Hehehe, dia tak tahu dua ilustrasi itu baru saja saya ceritakan kepada anak-anak SM saya yang SMP, yang ABG. Dengan cara penyajian yang sama, tetapi dengan sasaran yang lain. Dalam mengasuh kelas praremaja saya lebih suka mengganti ilustrasi pembuka Firman dengan menyajikan fenomena-fenomena yang sedang muncul. Tentunya tidak termasuk di dalamnya “fenomena” yang saat itu disiarkan beberapa tivi pada tengah malam. Why? Karena saya tahu mereka bukan sekedar seorang anak yang hidup dalam dunia bermain saja. Tetapi mereka juga punya kepekaan tinggi menyerap apa yang terjadi dalam rumahnya, di sekolahnya, di sekelilingnya, bahkan ide-ide yang disajikan televisi, yang kemudian bisa menimbulkan kegalauan jiwa atau mencoba sesuatu yang bisa membahayakan tubuh atau jiwa bahkan roh mereka.
 
Ini membuat saya bersungguh-sungguh mempersiapkan Firman untuk mereka agar bila mereka mendahului saya meninggalkan dunia ini, saya bisa dengan yakin berkata “mereka sekarang telah berbahagia hidup bersama Bapa surgawi” tidak seperti ketika saya menghadapi gadis kecil dalam peti mati dulu. Dan untuk menyelami dunia mereka saya harus sering-sering membaca majalah-majalah remaja dan menjelajahi internet. Bahkan menghafal beberapa lagu-lagu pop kesukaan mereka, yang belum tentu saya senangi. Dan saya sudah merasakan susahnya menghafal sebuah lagu India yang sedang populer, Kuchh Kuchh Hota Hai.
 
Ketrampilan ini yang terus terasah dari Minggu ke Minggu akhirnya melambari teknik saya dalam menyajikan makalah dalam seminar-seminar yang diadakan di perusahaan tempat saya bekerja.
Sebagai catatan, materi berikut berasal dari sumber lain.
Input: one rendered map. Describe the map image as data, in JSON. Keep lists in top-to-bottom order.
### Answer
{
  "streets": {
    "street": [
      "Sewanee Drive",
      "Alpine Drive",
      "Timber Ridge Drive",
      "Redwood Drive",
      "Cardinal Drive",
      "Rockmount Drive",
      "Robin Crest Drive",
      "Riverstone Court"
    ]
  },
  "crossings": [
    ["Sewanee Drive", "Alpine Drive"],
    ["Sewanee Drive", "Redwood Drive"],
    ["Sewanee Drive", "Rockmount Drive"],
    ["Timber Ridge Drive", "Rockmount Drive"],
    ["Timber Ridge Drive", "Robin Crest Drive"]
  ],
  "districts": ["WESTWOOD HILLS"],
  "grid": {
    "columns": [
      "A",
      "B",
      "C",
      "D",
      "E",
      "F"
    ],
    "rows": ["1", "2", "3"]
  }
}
Dan gara-gara SM, saya jadi one of the outstanding speakers in the company, karena bisa membuat pendengar mengerti makalah sulit.
 
Ternyata ada untungnya juga lho jadi guru Sekolah Minggu.
Berani mencoba?
Kenapa takut?
 
(selesai bagian ke-3 / firstly posted on 21.12.2008)
 
 
Bersukaduka bersama Sekolah Minggu
bag-7: Biarlah Allah bekerja
 
Dikirimkan oleh Anak El-Shadday pada Mgu, 2008-12-21 14:08
keponakan saya sejak umur 3 bulan sudah ikut sama ibu saya.. jadi dia terpisah dengan bapak ibunya.. sekarang dia sudah kelas 1 SD
setelah bulan lalu bapaknya di PHK keponakan saya ini punya rumus doa yang baru, yang dengan bersumpah ibu saya mengatakan tidak mengajarinya, tiap habis sembahyang maghrib dia berdoa "ya Tuhan berikan bapakku pekerjaan lagi agar kami bisa beli mobil"...
di keluarga kami, hanya keluarga kakakku yang masih naik motor, lainnya sudah bisa membeli mobil.. mungkin benar mereka bukan "just a kid"...
but the one who endure to the end, he shall be saved.....

 

ely's picture

Anak-anak = Masa Depan

Jadi GSM adalah tanggung jawab yang besar. Terimakasih ceritanya pak Pur, Jadi nambah pengetahuan nih, Banyak orang dewasa seringkali menganggap anak kecil 'enteng' sehingga tanpa disadari telah menjadi contoh tidak layak bagi anak-anak yang akhirnya sangat berdampak kepada pertumbuhan anak. Beberapa waktu lalu sebuah pelayanan sekolah mengadakan KKR di kota kami, di sana saya benar-benar mengerti, anak-anak bukanlah sesuatu yang dapat di anggap enteng. Karena diri mereka adalah masa depan, sehingga sudah selayaknya mereka mendapat bekal yang benar-benar bermanfaat bagi pertumbuhan mereka.
__________________

Lakukan segala sesuatu seperti untuk Tuhan dan bukan untuk manusia ...

kusuma's picture

just a kid

Hari ini aku buka punya-mu 'just a kid',  terperangah keseriusanku melayani siswa2 sekolah yang ada sekarang, masih di bawah standart. Aku mau minta 'hikmat Tuhan' untuk langkah  selanjutnya. Rabu, 14 Januari'09. SMK Nusaputra minta natalan untuk 70 orang, mau tak bawa ke lt.4. Permintaan2 mendesak, hari ini surat baru masuk, harus dilayani oleh tim yang selau siap, tim pelayanan siswa. MImpi?